Work request: From the line containing "3l9 9-9 9-9-9zM9" down to the last line of the records below, copy every line exactly. Leave out everything before it.
● ● ●
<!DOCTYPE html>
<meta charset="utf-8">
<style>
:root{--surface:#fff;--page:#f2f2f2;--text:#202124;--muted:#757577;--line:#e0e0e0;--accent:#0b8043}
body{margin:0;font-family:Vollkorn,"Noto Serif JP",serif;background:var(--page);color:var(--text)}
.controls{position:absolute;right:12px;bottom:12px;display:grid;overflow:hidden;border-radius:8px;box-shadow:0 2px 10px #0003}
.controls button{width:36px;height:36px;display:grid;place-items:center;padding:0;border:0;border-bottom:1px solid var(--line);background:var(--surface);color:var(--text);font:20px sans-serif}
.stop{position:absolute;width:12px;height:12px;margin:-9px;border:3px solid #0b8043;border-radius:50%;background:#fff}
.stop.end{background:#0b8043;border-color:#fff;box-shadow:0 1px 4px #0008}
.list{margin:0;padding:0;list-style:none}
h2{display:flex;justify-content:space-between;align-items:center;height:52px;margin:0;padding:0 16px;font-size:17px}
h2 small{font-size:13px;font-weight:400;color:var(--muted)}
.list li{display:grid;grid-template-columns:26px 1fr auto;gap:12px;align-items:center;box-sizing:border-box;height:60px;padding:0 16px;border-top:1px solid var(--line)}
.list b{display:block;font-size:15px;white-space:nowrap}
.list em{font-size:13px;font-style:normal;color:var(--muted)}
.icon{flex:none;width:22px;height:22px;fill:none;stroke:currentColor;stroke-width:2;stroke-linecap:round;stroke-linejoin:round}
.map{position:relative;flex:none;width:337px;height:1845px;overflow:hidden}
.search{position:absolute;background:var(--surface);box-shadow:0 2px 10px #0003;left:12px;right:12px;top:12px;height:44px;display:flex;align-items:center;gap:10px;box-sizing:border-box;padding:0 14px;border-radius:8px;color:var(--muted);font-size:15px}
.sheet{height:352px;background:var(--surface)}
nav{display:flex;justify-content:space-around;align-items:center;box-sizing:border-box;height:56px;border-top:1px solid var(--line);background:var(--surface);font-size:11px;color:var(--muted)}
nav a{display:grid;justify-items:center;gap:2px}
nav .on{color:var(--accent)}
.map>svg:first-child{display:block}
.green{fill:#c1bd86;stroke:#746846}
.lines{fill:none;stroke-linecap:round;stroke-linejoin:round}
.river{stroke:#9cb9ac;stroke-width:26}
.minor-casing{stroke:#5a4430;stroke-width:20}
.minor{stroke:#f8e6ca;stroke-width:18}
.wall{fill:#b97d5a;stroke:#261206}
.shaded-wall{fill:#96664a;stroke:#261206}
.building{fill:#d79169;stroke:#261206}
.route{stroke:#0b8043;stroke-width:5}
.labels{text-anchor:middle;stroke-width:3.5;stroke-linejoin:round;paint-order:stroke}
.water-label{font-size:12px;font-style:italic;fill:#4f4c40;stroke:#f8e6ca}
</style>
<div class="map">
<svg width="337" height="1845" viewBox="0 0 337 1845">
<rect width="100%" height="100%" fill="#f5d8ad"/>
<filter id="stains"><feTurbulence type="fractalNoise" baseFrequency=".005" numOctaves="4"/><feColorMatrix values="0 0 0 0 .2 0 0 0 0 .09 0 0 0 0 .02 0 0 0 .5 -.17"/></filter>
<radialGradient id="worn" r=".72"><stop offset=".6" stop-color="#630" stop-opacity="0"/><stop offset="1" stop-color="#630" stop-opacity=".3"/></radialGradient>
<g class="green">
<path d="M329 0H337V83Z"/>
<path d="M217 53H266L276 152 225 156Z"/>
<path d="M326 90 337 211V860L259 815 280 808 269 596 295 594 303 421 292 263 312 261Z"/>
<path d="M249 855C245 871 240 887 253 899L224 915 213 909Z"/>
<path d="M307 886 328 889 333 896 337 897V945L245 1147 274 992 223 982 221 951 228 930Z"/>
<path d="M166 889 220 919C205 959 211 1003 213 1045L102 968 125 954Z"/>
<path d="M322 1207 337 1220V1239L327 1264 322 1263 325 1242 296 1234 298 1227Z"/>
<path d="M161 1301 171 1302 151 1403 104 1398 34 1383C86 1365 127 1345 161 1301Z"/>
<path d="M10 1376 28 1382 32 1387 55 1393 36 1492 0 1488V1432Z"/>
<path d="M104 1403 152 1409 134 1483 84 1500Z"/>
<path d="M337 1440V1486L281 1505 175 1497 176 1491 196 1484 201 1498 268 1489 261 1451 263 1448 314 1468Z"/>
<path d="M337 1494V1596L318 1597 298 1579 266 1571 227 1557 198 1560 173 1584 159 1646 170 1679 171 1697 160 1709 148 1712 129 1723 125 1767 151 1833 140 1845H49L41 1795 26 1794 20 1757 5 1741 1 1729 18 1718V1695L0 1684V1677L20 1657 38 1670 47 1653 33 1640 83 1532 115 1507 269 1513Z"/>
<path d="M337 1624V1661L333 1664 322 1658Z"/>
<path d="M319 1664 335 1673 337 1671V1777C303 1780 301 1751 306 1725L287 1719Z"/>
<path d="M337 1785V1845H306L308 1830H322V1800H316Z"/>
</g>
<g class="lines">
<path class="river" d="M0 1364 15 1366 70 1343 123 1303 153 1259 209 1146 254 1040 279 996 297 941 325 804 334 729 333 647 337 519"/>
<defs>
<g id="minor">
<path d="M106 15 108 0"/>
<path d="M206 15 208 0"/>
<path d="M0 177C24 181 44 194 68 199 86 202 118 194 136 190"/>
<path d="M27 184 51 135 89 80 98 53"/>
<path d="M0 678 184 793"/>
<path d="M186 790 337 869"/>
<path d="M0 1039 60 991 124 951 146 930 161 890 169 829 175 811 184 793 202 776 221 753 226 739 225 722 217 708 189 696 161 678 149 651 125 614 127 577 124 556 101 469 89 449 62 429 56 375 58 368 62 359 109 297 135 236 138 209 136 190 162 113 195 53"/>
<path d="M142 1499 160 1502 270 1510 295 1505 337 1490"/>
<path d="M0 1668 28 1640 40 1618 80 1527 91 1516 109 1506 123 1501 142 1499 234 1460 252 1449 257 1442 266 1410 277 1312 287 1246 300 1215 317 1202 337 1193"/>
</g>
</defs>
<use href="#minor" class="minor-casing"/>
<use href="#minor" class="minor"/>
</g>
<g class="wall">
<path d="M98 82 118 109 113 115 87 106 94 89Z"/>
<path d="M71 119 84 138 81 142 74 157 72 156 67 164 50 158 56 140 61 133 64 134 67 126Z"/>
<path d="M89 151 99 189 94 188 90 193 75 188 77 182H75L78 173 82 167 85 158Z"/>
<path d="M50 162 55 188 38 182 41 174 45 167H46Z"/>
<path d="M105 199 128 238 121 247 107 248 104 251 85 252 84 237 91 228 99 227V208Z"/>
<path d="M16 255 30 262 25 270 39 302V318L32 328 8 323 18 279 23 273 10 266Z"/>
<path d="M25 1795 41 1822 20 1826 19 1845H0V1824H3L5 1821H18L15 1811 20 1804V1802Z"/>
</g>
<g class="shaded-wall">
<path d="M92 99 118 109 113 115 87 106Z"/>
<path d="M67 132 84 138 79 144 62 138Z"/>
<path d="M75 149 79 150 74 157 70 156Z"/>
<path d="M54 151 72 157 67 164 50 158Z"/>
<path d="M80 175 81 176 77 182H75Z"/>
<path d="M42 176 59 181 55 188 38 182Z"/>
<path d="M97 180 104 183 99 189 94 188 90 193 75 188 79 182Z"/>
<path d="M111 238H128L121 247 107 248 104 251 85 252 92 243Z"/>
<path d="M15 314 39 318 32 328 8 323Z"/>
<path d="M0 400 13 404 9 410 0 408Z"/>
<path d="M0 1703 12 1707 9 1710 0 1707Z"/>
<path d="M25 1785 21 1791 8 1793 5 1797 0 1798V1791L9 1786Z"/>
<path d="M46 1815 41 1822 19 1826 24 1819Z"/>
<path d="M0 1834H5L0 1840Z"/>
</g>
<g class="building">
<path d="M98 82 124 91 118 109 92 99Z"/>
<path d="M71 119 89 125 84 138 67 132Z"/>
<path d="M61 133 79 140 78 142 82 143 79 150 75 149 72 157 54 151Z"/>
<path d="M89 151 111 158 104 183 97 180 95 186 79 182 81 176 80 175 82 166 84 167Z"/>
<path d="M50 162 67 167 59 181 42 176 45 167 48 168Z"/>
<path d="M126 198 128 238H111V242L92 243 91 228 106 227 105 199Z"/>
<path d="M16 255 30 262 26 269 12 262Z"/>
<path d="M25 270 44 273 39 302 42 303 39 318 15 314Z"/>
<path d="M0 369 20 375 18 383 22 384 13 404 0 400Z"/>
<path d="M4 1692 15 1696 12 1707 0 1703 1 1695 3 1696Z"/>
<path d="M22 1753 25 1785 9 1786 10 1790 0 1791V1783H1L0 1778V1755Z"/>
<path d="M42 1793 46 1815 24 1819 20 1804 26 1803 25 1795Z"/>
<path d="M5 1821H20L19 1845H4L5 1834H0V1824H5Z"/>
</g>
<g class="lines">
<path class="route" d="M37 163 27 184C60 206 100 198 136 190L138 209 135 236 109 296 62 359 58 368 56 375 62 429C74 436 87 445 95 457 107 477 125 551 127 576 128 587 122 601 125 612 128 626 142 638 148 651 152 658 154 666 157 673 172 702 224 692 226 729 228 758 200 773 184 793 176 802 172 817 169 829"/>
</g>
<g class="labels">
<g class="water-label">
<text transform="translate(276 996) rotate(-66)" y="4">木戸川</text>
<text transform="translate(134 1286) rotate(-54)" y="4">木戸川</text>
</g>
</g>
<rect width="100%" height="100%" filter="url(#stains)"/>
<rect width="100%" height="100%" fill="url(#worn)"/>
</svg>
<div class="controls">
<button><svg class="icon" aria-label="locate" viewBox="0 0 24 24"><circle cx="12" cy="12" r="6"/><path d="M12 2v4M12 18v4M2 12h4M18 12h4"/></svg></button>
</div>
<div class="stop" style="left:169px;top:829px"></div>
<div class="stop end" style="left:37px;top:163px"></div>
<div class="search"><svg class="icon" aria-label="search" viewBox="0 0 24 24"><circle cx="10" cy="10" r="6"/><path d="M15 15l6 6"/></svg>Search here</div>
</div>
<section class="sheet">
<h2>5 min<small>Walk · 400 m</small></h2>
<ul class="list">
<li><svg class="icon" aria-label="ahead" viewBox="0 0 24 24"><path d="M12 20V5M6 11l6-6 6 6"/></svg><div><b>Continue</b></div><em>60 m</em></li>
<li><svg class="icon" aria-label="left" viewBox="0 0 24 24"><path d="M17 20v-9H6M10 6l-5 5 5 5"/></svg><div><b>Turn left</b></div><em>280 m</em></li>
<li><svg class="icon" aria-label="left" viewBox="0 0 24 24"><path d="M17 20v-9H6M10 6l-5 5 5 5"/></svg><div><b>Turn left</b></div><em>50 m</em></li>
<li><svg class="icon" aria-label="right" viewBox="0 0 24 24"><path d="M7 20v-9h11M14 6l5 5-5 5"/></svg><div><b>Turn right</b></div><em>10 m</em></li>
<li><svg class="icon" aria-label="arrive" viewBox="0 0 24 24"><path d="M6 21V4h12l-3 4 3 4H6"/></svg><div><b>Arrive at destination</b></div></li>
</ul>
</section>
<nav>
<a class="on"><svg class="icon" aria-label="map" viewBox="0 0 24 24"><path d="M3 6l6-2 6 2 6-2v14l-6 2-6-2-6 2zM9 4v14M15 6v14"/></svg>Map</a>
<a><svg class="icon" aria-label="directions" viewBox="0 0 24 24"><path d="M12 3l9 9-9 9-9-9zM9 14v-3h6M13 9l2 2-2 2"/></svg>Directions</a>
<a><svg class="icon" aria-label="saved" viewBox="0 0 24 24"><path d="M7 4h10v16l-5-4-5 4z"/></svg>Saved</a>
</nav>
● ● ●
Result for this exercise:
<a><svg class="icon" aria-label="directions" viewBox="0 0 24 24"><path d="M12 3l9 9-9 9-9-9zM9 14v-3h6M13 9l2 2-2 2"/></svg>Directions</a>
<a><svg class="icon" aria-label="saved" viewBox="0 0 24 24"><path d="M7 4h10v16l-5-4-5 4z"/></svg>Saved</a>
</nav>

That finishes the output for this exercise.